I’m super into AI and LLMs. Check this out: Gemini just rolled out their new Gemini-PRO with an amazing offer of 60 free API calls a minute. Naturally, I had to try and create a do-it-all sensor. With vision tech, you could turn almost anything into a sensor. I’ve tried a bunch of things and so far, so good. From a ‘what’s in my fridge’ sensor to a baby monitor, or even a ‘find my keys’ gadget, the possibilities are endless. I even made a demo for mood and presence detection.

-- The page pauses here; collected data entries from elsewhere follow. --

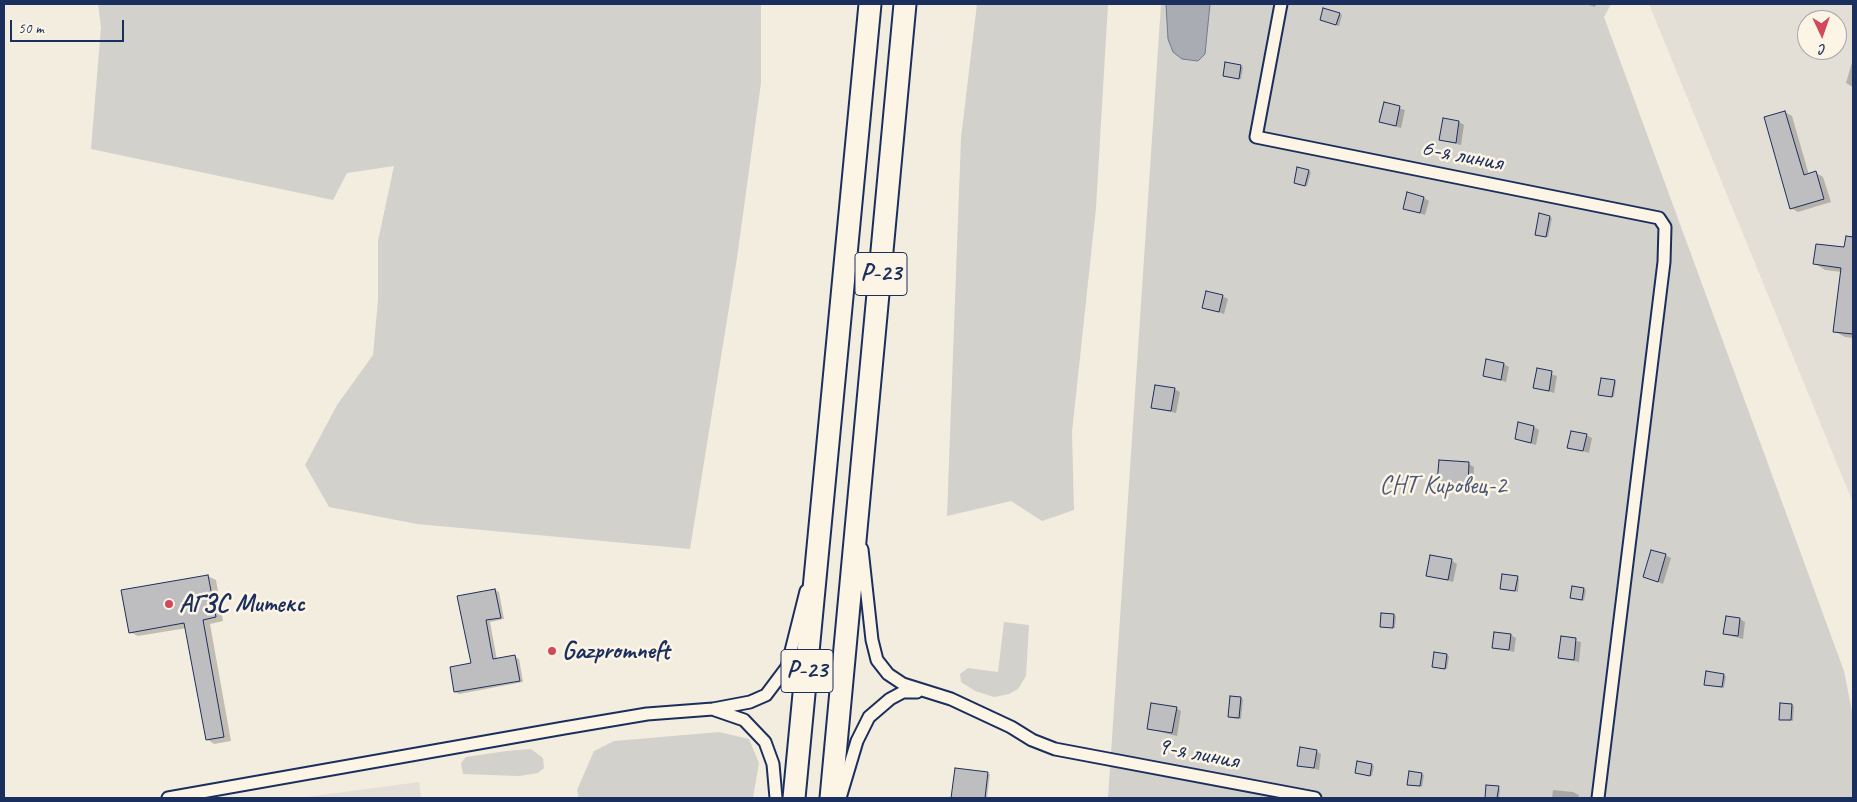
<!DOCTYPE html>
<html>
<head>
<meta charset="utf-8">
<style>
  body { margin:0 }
  #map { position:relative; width:1857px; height:802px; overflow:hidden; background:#f3ede0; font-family:Caveat,sans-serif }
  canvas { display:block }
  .frame { position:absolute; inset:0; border:5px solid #1b2f5e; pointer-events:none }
  .north { position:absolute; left:1797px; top:10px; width:50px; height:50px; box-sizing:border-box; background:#fcf5e5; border:1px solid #a2a6af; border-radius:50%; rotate:177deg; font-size:14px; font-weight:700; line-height:20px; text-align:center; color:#1b2f5e }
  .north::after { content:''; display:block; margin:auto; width:18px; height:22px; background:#d1495b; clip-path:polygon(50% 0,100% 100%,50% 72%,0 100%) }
  .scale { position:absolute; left:10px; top:20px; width:114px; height:22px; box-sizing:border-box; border:2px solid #1b2f5e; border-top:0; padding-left:6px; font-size:15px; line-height:18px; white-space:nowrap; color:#1b2f5e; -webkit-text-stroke:4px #fcf5e5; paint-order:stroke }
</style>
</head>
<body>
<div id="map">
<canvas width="1857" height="802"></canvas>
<div class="frame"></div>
<div class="north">С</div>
<div class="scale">50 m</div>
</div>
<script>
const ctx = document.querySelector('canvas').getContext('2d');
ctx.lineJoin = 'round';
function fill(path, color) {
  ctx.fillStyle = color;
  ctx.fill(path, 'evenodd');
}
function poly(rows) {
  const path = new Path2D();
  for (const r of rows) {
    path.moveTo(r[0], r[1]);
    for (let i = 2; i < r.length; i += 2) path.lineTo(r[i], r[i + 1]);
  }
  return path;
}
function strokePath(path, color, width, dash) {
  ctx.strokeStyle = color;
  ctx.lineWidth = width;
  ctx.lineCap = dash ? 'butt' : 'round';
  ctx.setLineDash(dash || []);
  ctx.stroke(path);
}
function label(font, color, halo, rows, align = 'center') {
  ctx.font = font + ' Caveat,sans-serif';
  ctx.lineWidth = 5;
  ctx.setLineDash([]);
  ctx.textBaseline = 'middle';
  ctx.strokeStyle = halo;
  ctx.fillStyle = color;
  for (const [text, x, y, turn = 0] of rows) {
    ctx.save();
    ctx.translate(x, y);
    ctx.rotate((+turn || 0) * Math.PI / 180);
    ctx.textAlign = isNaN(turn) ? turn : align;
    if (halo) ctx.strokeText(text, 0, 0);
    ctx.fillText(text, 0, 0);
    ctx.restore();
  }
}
const built = poly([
  [1649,4,1853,4,1853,503],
  [1807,20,1837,20,1837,50,1807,50],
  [419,782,421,798,299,798]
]);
const green = poly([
  [98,4,761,4,761,83,737,258,690,549,417,524,329,507,305,465,337,405,373,355,378,300,378,241,394,166,347,173,333,200,91,149,101,27],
  [977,4,1108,4,1096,208,1072,432,1074,510,1042,521,1011,501,947,516,961,138],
  [1161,4,1611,4,1604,17,1844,671,1853,716,1853,798,1108,798],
  [1004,622,1029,625,1026,676,1018,689,1009,694,994,697,975,691,961,682,960,674,968,668,998,672],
  [719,732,749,739,759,763,753,798,579,798,577,790,594,751,614,741],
  [531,749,543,758,544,768,538,773,519,776,463,774,461,763,466,757,506,751]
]);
const water = poly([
  [1166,4,1210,4,1205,54,1198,61,1182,59,1173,52,1168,39,1166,4]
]);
const shadow = poly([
  [1586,4,1596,4,1595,7],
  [1340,14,1342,15,1339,26,1321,20],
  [1853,59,1853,87,1846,83],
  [1226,63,1243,67,1241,79,1227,77],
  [1385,104,1405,110,1401,128,1380,122],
  [1785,112,1792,116,1809,175,1816,173,1823,177,1831,202,1798,212,1791,208],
  [1459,122,1464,125,1461,145,1440,140],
  [1298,168,1311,172,1307,186,1297,184],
  [1424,198,1429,201,1425,215,1404,208],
  [1540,215,1552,218,1548,237,1538,235],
  [1817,245,1853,250,1853,338,1845,337,1834,331,1842,272,1825,270,1814,263],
  [1222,296,1228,299,1224,314,1204,307],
  [1504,364,1509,367,1506,382,1484,375],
  [1538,370,1557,376,1554,393,1534,387],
  [1614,381,1616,382,1614,397,1600,395],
  [1174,389,1180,392,1176,413,1152,408],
  [1534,427,1539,430,1536,445,1516,439],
  [1586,435,1592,438,1589,453,1569,447],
  [1440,461,1469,464,1474,467,1473,488,1444,486,1439,483],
  [1665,555,1671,558,1663,584,1645,577],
  [1452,561,1457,564,1453,582,1427,575],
  [208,576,216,580,223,621,210,624,231,741,214,744,207,739,187,628,138,636,130,632],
  [1517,578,1519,579,1518,592,1504,589],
  [1583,589,1586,590,1584,601,1571,598],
  [495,590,499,592,504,619,490,622,497,660,515,657,519,659,523,682,459,694,455,692,472,664],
  [1394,615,1396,616,1395,628,1381,626],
  [1740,619,1745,622,1743,639,1724,634],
  [1511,635,1516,638,1514,652,1493,647],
  [1562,638,1581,642,1579,662,1559,658],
  [1446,655,1449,656,1447,669,1433,666],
  [1723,675,1726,676,1724,688,1706,684],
  [1241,698,1243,699,1241,719,1231,718,1229,716],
  [1791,705,1794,706,1793,721,1780,719],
  [1176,708,1181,711,1177,736,1148,729],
  [1316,751,1321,754,1319,770,1299,765],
  [1371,765,1374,766,1372,776,1357,773],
  [956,769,990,774,987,798,952,798],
  [1421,774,1424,775,1422,787,1408,784],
  [1487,786,1500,789,1499,798,1486,798],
  [1553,790,1573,792,1579,795,1578,798,1552,798]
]);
const building = poly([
  [1323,8,1340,13,1336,25,1320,20,1323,8],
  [1225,62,1241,65,1239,79,1223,76,1225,62],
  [1384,102,1400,106,1396,126,1379,122,1384,102],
  [1785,111,1804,175,1816,171,1824,199,1790,209,1764,117,1785,111],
  [1443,118,1459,121,1456,143,1439,140,1443,118],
  [1297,167,1309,170,1305,186,1294,183,1297,167],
  [1407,192,1424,197,1420,213,1403,209,1407,192],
  [1539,213,1550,216,1546,237,1535,235,1539,213],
  [1846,236,1853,237,1853,334,1833,332,1841,268,1813,264,1816,244,1844,247,1846,236],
  [1206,291,1223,295,1219,312,1202,308,1206,291],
  [1486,359,1504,363,1501,380,1483,376,1486,359],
  [1537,368,1552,371,1549,391,1533,388,1537,368],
  [1601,378,1615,380,1612,397,1598,395,1601,378],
  [1155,385,1175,388,1171,411,1151,408,1155,385],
  [1518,422,1534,426,1531,443,1515,439,1518,422],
  [1571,431,1587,434,1583,451,1567,448,1571,431],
  [1439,460,1469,462,1468,486,1437,483,1439,460],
  [1651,550,1666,554,1658,582,1643,577,1651,550],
  [1430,555,1452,559,1448,580,1426,576,1430,555],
  [1502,574,1518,576,1515,591,1500,589,1502,574],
  [208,575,216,617,203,620,224,737,206,740,184,623,129,633,121,590,208,575],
  [1572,586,1584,588,1582,600,1570,598,1572,586],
  [495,589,501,618,486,620,493,659,515,655,520,681,454,692,450,667,471,663,457,596,495,589],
  [1381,613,1394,614,1393,628,1380,627,1381,613],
  [1726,616,1740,618,1738,636,1723,634,1726,616],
  [1494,632,1511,634,1509,650,1492,648,1494,632],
  [1561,636,1576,638,1574,660,1558,658,1561,636],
  [1434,652,1447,654,1445,669,1432,667,1434,652],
  [1706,671,1724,674,1722,687,1704,685,1706,671],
  [1230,696,1241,697,1239,718,1228,717,1230,696],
  [1151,703,1177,707,1172,733,1147,729,1151,703],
  [1780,703,1792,704,1791,720,1779,720,1780,703],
  [1300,747,1317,750,1314,768,1297,766,1300,747],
  [1357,761,1372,764,1370,776,1355,773,1357,761],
  [955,768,988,772,985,798,951,798,955,768],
  [1409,771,1422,773,1420,786,1407,785,1409,771],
  [1486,785,1499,786,1497,798,1485,798,1486,785]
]);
const street = poly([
  [1281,4,1256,137,1659,218,1665,227,1664,262,1598,798],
  [862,549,872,640,877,660,888,674,903,684,951,699,1011,727,1032,740,1055,749,1315,798],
  [715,710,744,720,765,742,773,764,776,798],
  [168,798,564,728,647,714,713,709,750,702,766,695,787,667,806,591],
  [840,798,857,741,869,717,890,699,903,692,917,692]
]);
const highway = poly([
  [794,798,870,4],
  [831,798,905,4]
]);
const markers = [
  [169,604,5,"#d1495b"],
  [552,651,5,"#d1495b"]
];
const shields = [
  [881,274,52],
  [807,671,52]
];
const shieldNames = [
  ["Р-23",881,274],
  ["Р-23",807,671]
];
const streetNames = [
  ["6-я линия",1462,156,11],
  ["9-я линия",1198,754,11]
];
const parkNames = [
  ["СНТ Кировец-2",1443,486]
];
const poiNames = [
  ["АГЗС Митекс",179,604],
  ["Gazpromneft",562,651]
];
fill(built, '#e3dfd6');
fill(green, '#d3d1cc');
fill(water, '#a9acb3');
strokePath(water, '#707a91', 1);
fill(shadow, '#0003');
fill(building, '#bebec0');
strokePath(building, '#1b2f5e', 1);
strokePath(street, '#1b2f5e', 15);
strokePath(highway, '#1b2f5e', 25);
strokePath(street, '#fcf5e5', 11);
strokePath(highway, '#fcf5e5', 21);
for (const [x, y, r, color] of markers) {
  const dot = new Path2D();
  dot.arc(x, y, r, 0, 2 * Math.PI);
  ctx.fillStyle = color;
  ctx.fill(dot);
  strokePath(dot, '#fcf5e5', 2);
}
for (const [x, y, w] of shields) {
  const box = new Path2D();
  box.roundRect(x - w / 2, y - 21.5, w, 43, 4);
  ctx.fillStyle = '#fcf5e5';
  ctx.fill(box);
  strokePath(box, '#1b2f5e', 1);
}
label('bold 24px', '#1b2f5e', null, shieldNames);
label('25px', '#1b2f5e', '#fcf5e5', streetNames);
label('25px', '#49587a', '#fcf5e5', parkNames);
label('bold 25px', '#1b2f5e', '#fcf5e5', poiNames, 'left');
</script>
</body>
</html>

If you’re curious, I’ll be uploading the Python code on GitHub tomorrow. If it gets some buzz, maybe it’ll inspire a custom component. And hey, if this message seems a bit more polished, blame ChatGPT – I might be slightly tipsy, and it’s my sober-minded sidekick tonight!

DEMO-VIDEO: https://www.youtube.com/watch?v=2HbrGA65bEQ

3 Likes
Publish vision/state code using webcam-test:
import cv2
import paho.mqtt.client as mqtt
import google.generativeai as genai
import json
import os
import time
from dotenv import load_dotenv
import re

# Load environment variables
load_dotenv()
GEMINI_API_KEY = os.getenv('GEMINI_API_KEY')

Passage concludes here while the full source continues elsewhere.